Every line from the start of the records below to the line containing "solid #fff;border-radius:50%;box-shadow:0 2px" should be retyped exactly, that line included, and no others.

Dataset entries
++++
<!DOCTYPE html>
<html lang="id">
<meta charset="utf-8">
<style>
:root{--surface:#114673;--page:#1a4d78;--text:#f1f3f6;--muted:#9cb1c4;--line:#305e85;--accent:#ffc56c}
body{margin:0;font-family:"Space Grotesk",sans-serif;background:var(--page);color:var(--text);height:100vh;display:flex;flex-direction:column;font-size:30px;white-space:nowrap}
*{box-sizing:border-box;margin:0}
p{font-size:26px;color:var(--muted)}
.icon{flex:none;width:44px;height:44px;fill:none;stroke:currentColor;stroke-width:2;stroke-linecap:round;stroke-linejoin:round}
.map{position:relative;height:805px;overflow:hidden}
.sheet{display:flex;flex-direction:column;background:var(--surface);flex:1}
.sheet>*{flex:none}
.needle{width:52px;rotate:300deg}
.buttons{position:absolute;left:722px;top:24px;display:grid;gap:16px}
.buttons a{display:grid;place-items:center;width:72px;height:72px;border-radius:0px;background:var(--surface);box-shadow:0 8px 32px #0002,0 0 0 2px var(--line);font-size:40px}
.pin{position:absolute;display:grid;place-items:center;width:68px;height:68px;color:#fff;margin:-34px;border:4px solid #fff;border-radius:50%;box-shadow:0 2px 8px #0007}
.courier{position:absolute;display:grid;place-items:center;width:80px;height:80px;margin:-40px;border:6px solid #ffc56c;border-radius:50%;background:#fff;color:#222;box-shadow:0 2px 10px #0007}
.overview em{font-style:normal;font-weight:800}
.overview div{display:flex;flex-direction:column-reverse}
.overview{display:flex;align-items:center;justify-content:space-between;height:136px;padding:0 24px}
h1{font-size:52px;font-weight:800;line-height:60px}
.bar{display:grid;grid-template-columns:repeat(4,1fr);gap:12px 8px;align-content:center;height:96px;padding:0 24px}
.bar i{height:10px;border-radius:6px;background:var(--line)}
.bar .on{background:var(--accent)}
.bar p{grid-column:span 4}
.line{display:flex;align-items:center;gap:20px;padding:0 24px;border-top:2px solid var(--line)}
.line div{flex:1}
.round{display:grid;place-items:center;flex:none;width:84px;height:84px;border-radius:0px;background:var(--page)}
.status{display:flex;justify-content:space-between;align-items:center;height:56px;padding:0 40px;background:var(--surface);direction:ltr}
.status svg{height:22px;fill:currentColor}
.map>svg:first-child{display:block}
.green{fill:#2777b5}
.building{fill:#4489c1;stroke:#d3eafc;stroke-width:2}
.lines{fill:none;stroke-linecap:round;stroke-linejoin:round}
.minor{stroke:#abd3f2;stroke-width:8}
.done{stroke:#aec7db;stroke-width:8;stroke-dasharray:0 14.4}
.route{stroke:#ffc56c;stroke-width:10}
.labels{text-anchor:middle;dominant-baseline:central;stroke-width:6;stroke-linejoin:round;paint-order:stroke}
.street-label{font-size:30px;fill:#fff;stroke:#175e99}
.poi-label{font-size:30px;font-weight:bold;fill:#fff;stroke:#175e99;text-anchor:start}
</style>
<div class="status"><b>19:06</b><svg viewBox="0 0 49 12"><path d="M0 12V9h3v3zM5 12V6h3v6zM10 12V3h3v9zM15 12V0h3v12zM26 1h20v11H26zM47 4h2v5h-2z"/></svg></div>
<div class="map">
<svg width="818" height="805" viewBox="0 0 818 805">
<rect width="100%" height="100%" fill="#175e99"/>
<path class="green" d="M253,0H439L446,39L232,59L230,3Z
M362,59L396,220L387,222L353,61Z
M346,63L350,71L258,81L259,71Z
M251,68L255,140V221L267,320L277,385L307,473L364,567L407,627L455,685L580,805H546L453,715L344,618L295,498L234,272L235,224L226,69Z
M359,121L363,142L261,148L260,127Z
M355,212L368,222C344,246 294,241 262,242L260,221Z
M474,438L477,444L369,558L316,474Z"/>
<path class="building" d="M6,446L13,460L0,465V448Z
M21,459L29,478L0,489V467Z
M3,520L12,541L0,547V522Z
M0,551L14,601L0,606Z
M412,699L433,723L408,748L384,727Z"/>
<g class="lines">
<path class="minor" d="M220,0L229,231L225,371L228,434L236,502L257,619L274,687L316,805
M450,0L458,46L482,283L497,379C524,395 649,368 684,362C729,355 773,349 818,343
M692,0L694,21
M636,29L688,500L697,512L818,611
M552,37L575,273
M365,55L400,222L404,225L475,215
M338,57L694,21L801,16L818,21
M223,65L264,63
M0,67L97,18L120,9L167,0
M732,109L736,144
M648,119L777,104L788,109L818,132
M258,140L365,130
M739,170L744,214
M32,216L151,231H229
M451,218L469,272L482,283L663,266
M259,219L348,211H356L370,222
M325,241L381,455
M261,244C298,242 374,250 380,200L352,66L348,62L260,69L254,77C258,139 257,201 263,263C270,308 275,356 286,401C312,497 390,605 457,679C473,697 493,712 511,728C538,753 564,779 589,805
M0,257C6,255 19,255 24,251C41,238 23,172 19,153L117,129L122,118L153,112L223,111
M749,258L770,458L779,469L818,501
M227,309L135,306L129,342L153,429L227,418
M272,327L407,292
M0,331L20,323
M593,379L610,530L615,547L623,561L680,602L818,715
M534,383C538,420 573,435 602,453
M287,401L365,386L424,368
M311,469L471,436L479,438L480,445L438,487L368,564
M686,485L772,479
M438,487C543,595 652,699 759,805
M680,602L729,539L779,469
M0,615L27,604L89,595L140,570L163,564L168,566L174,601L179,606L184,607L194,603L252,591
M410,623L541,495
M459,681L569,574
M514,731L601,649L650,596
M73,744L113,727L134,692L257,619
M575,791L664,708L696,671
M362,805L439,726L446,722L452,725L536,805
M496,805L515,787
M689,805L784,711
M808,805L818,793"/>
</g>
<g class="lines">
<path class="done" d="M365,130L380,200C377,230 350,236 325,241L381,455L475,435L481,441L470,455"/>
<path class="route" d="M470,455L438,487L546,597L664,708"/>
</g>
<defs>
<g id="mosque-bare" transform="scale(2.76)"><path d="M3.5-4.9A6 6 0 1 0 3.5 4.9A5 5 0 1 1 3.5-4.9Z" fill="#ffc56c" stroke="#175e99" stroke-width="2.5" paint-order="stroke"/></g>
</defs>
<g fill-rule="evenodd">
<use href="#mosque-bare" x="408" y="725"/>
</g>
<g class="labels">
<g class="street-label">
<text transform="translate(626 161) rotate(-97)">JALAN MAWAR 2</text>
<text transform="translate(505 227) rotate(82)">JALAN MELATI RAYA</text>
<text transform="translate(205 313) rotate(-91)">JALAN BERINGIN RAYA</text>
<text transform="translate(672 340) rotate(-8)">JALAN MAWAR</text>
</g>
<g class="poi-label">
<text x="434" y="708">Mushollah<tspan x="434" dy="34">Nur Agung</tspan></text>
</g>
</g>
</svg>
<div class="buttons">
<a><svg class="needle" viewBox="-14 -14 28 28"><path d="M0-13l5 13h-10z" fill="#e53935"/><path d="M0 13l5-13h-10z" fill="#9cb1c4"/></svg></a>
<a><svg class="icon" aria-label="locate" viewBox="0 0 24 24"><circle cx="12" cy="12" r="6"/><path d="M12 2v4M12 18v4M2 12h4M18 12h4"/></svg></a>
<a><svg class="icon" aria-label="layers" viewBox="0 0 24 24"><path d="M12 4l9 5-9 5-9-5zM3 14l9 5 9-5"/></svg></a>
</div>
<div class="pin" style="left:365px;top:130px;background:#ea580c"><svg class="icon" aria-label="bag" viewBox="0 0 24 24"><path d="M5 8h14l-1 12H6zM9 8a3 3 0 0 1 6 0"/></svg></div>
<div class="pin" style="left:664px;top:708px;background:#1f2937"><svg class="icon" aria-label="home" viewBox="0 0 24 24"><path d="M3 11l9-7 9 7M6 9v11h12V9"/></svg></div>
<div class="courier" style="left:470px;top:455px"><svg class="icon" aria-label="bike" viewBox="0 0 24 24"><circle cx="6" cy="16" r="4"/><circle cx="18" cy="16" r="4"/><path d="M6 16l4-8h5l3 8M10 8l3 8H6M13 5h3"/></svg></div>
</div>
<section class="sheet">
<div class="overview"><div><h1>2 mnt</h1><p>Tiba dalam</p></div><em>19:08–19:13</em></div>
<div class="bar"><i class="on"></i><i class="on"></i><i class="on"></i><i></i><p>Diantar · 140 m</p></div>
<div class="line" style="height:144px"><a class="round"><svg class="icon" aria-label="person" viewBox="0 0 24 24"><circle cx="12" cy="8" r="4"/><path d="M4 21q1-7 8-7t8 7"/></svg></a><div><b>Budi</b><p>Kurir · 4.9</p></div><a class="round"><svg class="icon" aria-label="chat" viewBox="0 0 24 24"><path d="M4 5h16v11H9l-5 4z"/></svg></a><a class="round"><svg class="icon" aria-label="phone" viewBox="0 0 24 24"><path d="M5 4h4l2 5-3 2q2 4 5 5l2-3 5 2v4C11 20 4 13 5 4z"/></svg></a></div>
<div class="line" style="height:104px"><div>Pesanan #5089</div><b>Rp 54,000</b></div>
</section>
++++
* TASK OUTPUT
<!DOCTYPE html>
<html lang="id">
<meta charset="utf-8">
<style>
:root{--surface:#114673;--page:#1a4d78;--text:#f1f3f6;--muted:#9cb1c4;--line:#305e85;--accent:#ffc56c}
body{margin:0;font-family:"Space Grotesk",sans-serif;background:var(--page);color:var(--text);height:100vh;display:flex;flex-direction:column;font-size:30px;white-space:nowrap}
*{box-sizing:border-box;margin:0}
p{font-size:26px;color:var(--muted)}
.icon{flex:none;width:44px;height:44px;fill:none;stroke:currentColor;stroke-width:2;stroke-linecap:round;stroke-linejoin:round}
.map{position:relative;height:805px;overflow:hidden}
.sheet{display:flex;flex-direction:column;background:var(--surface);flex:1}
.sheet>*{flex:none}
.needle{width:52px;rotate:300deg}
.buttons{position:absolute;left:722px;top:24px;display:grid;gap:16px}
.buttons a{display:grid;place-items:center;width:72px;height:72px;border-radius:0px;background:var(--surface);box-shadow:0 8px 32px #0002,0 0 0 2px var(--line);font-size:40px}
.pin{position:absolute;display:grid;place-items:center;width:68px;height:68px;color:#fff;margin:-34px;border:4px solid #fff;border-radius:50%;box-shadow:0 2px 8px #0007}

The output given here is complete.